Lindy's mouth fell open. Not one but two colleges. Does the fellow even know how fortunate he was? Oh, to have been born a man. It isn't fair.

"Please accept my heartfelt apologies for startling you, Miss . . ."

"Lindenmayer. Evangeline Lindenmayer."

"I'm pleased to make your acquaintance, Miss Lindenmayer.

"Winthrop, you said? Are you related to Reverend Joseph Winthrop at St. Thomas?"

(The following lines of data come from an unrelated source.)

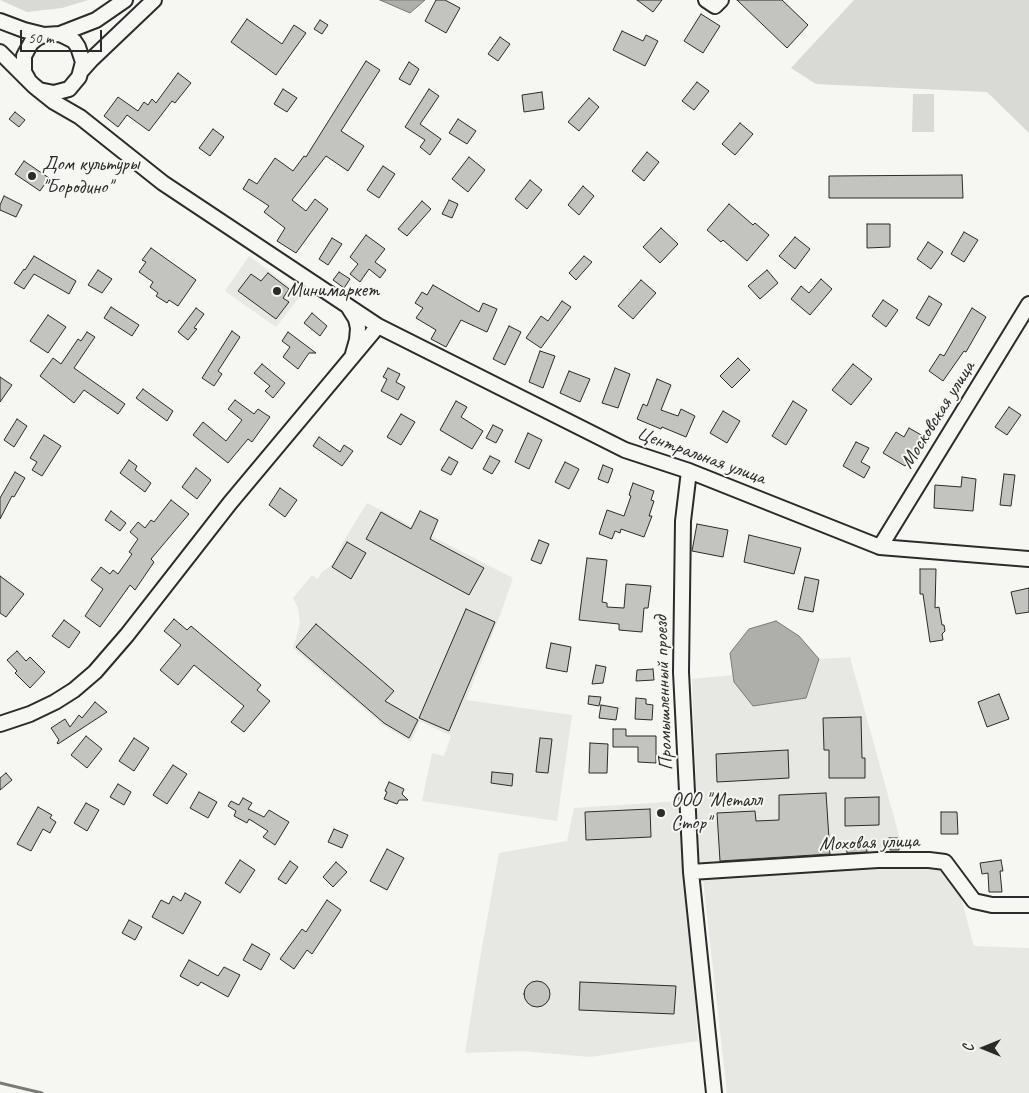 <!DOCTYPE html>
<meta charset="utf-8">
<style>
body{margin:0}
#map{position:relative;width:1029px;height:1093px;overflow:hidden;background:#f6f6f2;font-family:Caveat,sans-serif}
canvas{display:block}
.north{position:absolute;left:959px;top:1023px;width:50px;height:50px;-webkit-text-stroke:4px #f6f6f2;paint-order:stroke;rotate:270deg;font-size:14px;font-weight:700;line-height:20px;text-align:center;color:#2b2b2b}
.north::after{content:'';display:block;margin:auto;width:18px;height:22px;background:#2b2b2b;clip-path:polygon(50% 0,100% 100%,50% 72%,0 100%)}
.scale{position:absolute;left:20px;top:30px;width:82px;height:22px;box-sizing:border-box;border:2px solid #2b2b2b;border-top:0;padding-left:6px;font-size:15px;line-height:18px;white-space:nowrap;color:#2b2b2b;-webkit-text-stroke:4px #f6f6f2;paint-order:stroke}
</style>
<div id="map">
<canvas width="1029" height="1093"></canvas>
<div class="north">С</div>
<div class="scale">50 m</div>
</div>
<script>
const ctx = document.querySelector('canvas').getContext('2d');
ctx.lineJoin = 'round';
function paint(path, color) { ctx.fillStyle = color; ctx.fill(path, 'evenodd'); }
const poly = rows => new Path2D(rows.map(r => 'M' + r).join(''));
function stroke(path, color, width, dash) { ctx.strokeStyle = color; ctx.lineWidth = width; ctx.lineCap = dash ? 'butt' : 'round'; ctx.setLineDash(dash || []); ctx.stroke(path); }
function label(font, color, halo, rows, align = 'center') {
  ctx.font = font + ' Caveat,sans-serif'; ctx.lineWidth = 4; ctx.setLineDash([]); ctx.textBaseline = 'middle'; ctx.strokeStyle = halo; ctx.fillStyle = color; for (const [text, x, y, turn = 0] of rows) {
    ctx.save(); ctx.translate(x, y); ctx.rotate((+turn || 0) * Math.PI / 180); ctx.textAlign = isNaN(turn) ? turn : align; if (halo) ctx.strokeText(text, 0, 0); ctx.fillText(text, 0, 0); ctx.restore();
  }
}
const built = poly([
 [249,256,301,295,276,327,225,291],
 [367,503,513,578,499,618,466,700,572,715,557,821,422,801,432,753,444,756,451,736,420,721,411,742,383,725,293,648,300,624,298,608,293,598,312,575,318,579,321,573,334,563,343,542],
 [850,657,903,850,705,866,699,860,692,679,733,675,734,682,806,698,819,659],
 [681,801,698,1041,590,1057,522,1051,465,1053,479,964,499,853,567,841,574,808],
 [914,865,945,870,961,898,974,946,1029,948,1029,1093,727,1093,703,880,869,867]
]);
const green = poly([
 [0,0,88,0,62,8,27,12],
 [854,0,1029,0,1029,133,987,92,816,84,791,68],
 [913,94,934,94,934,132,912,132]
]);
const water = poly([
 [380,0,425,0,410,13,380,0],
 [776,621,799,636,819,659,806,698,753,706,734,682,730,653,749,629,776,621]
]);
const stream = poly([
 [0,1083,42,1093]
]);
const building = poly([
 [436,0,445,0,460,8,446,33,425,21,436,0],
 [637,0,662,0,653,12,637,0],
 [737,0,782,0,808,25,787,48,737,0],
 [701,14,720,26,703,53,684,41,701,14],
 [247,19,282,44,294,25,306,33,276,75,231,42,247,19],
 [320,20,328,25,322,34,314,29,320,20],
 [622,31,643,41,646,35,658,41,645,66,613,50,622,31],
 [500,37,510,44,498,61,488,54,500,37],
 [366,61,380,70,341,131,364,146,348,171,326,156,292,200,306,211,315,199,328,209,296,253,277,241,285,228,264,212,269,206,243,189,249,179,257,184,275,158,293,171,304,156,306,157,366,61],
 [409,62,419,69,410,85,399,79,409,62],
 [178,73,191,83,175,103,172,101,149,131,127,115,118,127,104,116,118,97,138,111,144,102,148,105,152,99,156,103,178,73],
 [697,82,709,91,694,110,682,101,697,82],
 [283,89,297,98,287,112,274,104,283,89],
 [429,89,439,96,420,124,441,139,430,155,420,147,425,140,405,127,429,89],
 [542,92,544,109,524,112,522,95,542,92],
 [589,98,599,107,579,131,568,122,589,98],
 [15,112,25,120,19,127,9,119,15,112],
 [458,119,476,131,467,144,449,133,458,119],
 [740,123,753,134,735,155,722,144,740,123],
 [213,129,224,137,210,156,199,148,213,129],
 [647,152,659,162,644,181,632,171,647,152],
 [469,157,485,170,468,192,452,179,469,157],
 [24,161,49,178,40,191,15,174,24,161],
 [383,166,395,174,379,198,367,190,383,166],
 [962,175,963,198,829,198,829,176,962,175],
 [530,180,542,190,527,209,515,199,530,180],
 [583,186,594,196,579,215,568,205,583,186],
 [4,196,22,205,16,217,0,210,0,205,4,196],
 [449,200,458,204,452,218,442,214,449,200],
 [422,201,431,209,407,236,398,229,422,201],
 [729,204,753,225,755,223,769,235,747,261,723,240,721,242,707,230,729,204],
 [867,224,890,224,890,247,867,248,867,224],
 [661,228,678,244,660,263,643,247,661,228],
 [964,232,978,240,964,262,951,254,964,232],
 [366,235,385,249,375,262,386,270,380,278,369,269,360,282,350,274,358,264,350,257,366,235],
 [795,237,810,249,795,269,779,256,795,237],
 [332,238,342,244,328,265,319,259,332,238],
 [928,242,943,252,931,269,917,259,928,242],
 [151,248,196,280,178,306,169,300,167,303,156,296,158,293,150,287,153,282,139,272,146,262,142,260,151,248],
 [34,256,76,281,69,294,34,274,24,289,14,283,24,269,25,270,34,256],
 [584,256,592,262,576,280,569,273,584,256],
 [98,270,112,279,102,293,88,285,98,270],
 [767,270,778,283,760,299,748,286,767,270],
 [339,272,350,279,344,288,333,280,339,272],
 [268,273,289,289,283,298,289,302,276,319,238,291,251,274,261,281,268,273],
 [821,279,832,289,810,315,791,299,801,286,809,293,821,279],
 [641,280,656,293,633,319,618,306,641,280],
 [433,285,479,312,483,303,497,309,487,332,461,320,446,347,431,339,436,330,416,318,423,308,415,303,422,292,427,295,433,285],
 [929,296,942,304,929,326,916,318,929,296],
 [883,300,898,310,886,327,872,316,883,300],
 [562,301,571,307,541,348,526,338,541,316,548,321,562,301],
 [111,307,139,325,132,336,104,318,111,307],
 [196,308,204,314,194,328,197,329,188,340,178,332,196,308],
 [972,308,986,317,966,352,964,351,943,381,929,371,940,354,944,356,972,308],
 [312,313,327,326,320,336,304,323,312,313],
 [48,315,66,327,48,353,30,341,48,315],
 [509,326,521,332,505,365,493,359,509,326],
 [232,331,240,337,218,371,222,374,214,386,202,378,232,331],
 [87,332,95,337,74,368,125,404,118,414,84,390,74,403,40,376,53,358,61,364,78,339,81,341,87,332],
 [288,332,316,353,309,353,298,369,283,357,290,347,282,341,288,332],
 [540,351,555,356,543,388,529,382,540,351],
 [738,358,750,370,732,388,720,376,738,358],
 [262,364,285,383,273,398,265,391,270,386,254,373,262,364],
 [853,364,872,379,851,405,832,390,853,364],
 [388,368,400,374,396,382,405,387,398,400,381,391,387,379,383,377,388,368],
 [615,368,630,374,618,408,602,403,615,368],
 [569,371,590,379,580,402,560,393,569,371],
 [0,377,12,385,0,402,0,377],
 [657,379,671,385,661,410,678,416,681,409,695,416,686,437,662,427,661,429,637,419,643,404,647,406,657,379],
 [143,389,173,411,167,421,136,398,143,389],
 [235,400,254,414,258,409,270,417,252,442,248,439,228,463,193,435,203,422,226,441,242,420,228,409,235,400],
 [456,401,467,407,461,417,483,431,472,449,440,430,456,401],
 [793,401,807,410,786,445,772,436,793,401],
 [1009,407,1021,415,1007,435,995,427,1009,407],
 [723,411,740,421,727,443,710,433,723,411],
 [401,414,415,422,401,445,387,437,401,414],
 [17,419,27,426,14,447,4,440,17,419],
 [493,425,503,430,496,443,486,438,493,425],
 [909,428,923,436,905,466,883,453,896,432,904,437,909,428],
 [528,433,542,440,529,469,515,462,528,433],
 [44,435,61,446,42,476,32,470,37,462,30,458,44,435],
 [319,437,340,452,344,445,353,451,342,466,313,446,319,437],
 [856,442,869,448,861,462,870,467,864,478,843,466,856,442],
 [490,456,500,461,492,474,483,469,490,456],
 [449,457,458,462,451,475,441,470,449,457],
 [129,460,137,466,135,470,151,483,145,492,120,473,129,460],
 [565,462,579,469,569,489,555,482,565,462],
 [603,465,613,469,608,483,598,479,603,465],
 [196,468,211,480,197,499,182,487,196,468],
 [15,472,25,478,14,497,12,496,0,519,0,498,15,472],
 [1004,474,1015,475,1011,506,1000,505,1004,474],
 [962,477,976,479,973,511,934,508,935,485,961,487,962,477],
 [633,483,654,491,651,500,654,501,649,516,652,516,644,537,621,529,620,533,615,531,612,539,599,534,607,510,624,516,631,496,629,495,633,483],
 [280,488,297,500,285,517,269,505,280,488],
 [171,500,189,514,151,559,154,562,135,590,130,585,100,627,85,616,103,589,91,580,101,567,110,574,113,570,118,574,132,554,129,552,138,539,130,532,138,522,145,528,151,520,154,522,171,500],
 [111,511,126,523,120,531,105,520,111,511],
 [420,511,438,520,430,539,484,568,469,595,366,539,381,512,411,529,420,511],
 [697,524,728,530,723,557,692,551,697,524],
 [749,535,801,548,794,574,744,562,749,535],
 [539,540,549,544,541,564,531,560,539,540],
 [347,542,366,553,351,579,332,567,347,542],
 [587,558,607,560,602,602,607,603,607,607,624,608,626,584,651,586,648,608,644,608,642,632,619,630,619,624,579,620,587,558],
 [920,569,936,569,935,608,939,607,942,625,944,625,945,631,942,634,943,640,930,642,923,594,920,594,920,569],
 [0,576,24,594,6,617,0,613,0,576],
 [805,577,819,580,813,612,798,609,805,577],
 [1029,588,1029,612,1016,614,1011,592,1029,588],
 [466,609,495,622,449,731,419,718,466,609],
 [174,619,187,630,191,626,261,685,257,690,270,701,244,732,231,722,244,706,194,665,178,685,160,670,181,645,164,631,174,619],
 [64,620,80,632,69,648,52,636,64,620],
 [316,624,394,691,385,701,418,720,409,738,384,723,296,647,316,624],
 [551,643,571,647,567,672,546,668,551,643],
 [17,651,26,661,30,657,45,672,30,688,15,673,17,671,7,660,17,651],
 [596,665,606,667,603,683,592,684,596,665],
 [653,669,654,680,636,681,637,670,653,669],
 [999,694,1009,719,987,727,978,702,999,694],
 [589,696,601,697,599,706,588,704,589,696],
 [636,698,646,699,646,704,653,705,652,720,635,719,636,698],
 [95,702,107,712,58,744,57,743,59,740,51,728,65,719,70,727,79,715,82,718,95,702],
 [601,705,618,708,616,720,599,718,601,705],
 [861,717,862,758,865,758,865,778,829,778,829,750,824,750,823,718,861,717],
 [613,729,626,729,626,736,656,736,656,763,638,762,638,747,613,747,613,729],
 [86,736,102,749,87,768,71,755,86,736],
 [134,738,149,748,134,771,119,761,134,738],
 [540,738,552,739,548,773,536,772,540,738],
 [590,743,608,744,607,773,589,773,590,743],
 [788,750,789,778,717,782,716,754,788,750],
 [173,765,187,774,167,804,153,795,173,765],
 [492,772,513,774,512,786,491,783,492,772],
 [6,773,12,780,0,790,0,778,6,773],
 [389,782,404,789,402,794,408,800,399,800,397,804,384,799,387,792,385,791,389,782],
 [118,784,131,792,124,805,110,797,118,784],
 [199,792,217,802,208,818,190,808,199,792],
 [826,793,830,854,720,861,717,813,755,811,756,821,779,820,779,795,826,793],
 [879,797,879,825,845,826,845,798,879,797],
 [243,798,252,803,248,809,264,817,269,810,289,822,275,845,263,837,268,831,249,819,247,823,234,816,236,811,228,806,231,801,239,805,243,798],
 [86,803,99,810,87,831,74,823,86,803],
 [38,807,52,815,50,818,56,822,50,833,43,829,31,851,17,844,38,807],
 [650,809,651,837,586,840,585,812,650,809],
 [941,812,957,812,958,834,941,834,941,812],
 [334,829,348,835,342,848,328,842,334,829],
 [889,838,898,838,899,850,890,850,889,838],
 [866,840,867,852,847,853,846,842,866,840],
 [387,849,404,858,387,890,370,881,387,849],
 [240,860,255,870,240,893,225,883,240,860],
 [1001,860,1003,871,1000,871,1002,892,989,892,988,873,982,874,980,863,1001,860],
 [290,861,298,867,286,884,278,879,290,861],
 [336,862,347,872,333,887,323,877,336,862],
 [185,893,201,902,183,934,152,917,161,900,169,904,173,896,181,901,185,893],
 [327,900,341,910,312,954,307,950,294,969,280,959,302,929,306,932,327,900],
 [129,920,142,927,135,940,122,933,129,920],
 [252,944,270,954,261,970,243,960,252,944],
 [189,960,218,976,224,967,240,975,228,997,201,982,198,986,180,976,189,960],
 '524 994a13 13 0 1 1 26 0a13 13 0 1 1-26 0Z',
 [580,982,676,986,674,1014,579,1010,580,982]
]);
const minor = poly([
 [706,0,715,6,721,0],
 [0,21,24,30,44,35],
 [60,34,96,20,125,0],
 [0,52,33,85,39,90,54,93,69,89,79,77,83,62,78,47,74,41,60,34,44,35,37,38,31,43,24,56,24,72,28,79],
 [82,70,91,60,154,0],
 [39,90,54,102,80,117,163,183,378,326,625,450,689,471,880,547,1029,559],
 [349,308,356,319,358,328,357,340,353,354],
 [689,471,683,521,681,672,691,872,714,1093],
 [880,547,1029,304],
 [0,724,30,714,55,702,74,690,95,672,127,635,230,503,378,326],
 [691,872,878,860,929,860,945,862,974,901,992,905,1029,905]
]);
const markers = [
 [32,176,5,"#2b2b2b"],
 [277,291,5,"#2b2b2b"],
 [661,813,5,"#2b2b2b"]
];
const poiNames = [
 ["Дом культуры",42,165],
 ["\"Бородино\"",42,188],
 ["Минимаркет",287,291],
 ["ООО \"Металл",671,801],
 ["Стор\"",671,824]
];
const streetNames = [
 ["Московская улица",938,415,-58],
 ["Центральная улица",701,456,20],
 ["Промышленный проезд",664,693,-92],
 ["Моховая улица",869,843,-2]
];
paint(built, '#e7e7e3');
paint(green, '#d9d9d5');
paint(water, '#aeaeab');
stroke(water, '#7a7a78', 1);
stroke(stream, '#7a7a78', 3);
paint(building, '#c3c3c0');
stroke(building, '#2b2b2b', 1);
stroke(minor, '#2b2b2b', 18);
stroke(minor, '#f6f6f2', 14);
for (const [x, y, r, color] of markers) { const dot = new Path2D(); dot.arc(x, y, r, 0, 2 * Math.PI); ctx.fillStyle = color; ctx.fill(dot); stroke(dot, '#f6f6f2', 2); }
label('20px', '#2b2b2b', '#f6f6f2', poiNames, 'left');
label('20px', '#2b2b2b', '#f6f6f2', streetNames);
</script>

The young man nodded. "He is my uncle."

Lindy examined him a moment. The edges of his sleeves were shabby and his blond hair a trifle too long, falling over his collar, but something undeniably attractive about him telegraphed itself to her.

"I recognize you now. You usually sit at the back of the church."

Mr. Winthrop nodded. "That's right." He retrieved his hat off the sofa. "I'll be going now. Sorry to intrude."

Lindy laughed. He looks like a dog caught with the Sunday roast in his paws. "Don't leave, Mr. Winthrop, you won't be disturbing anyone. The only books Papa reads concern the care and breeding of horses, and my mother never comes in here. I'm the only one who frequents it with regularity. But aren't you going to be frightfully busy with classes at two different colleges?"

His face brightened. "I thrive on it, actually. It's a great privilege to attend both the university and the seminary. My uncle has generously made it possible."

"Do you have other family besides your uncle?"

"My mother."

"I don't believe I've seen her with you."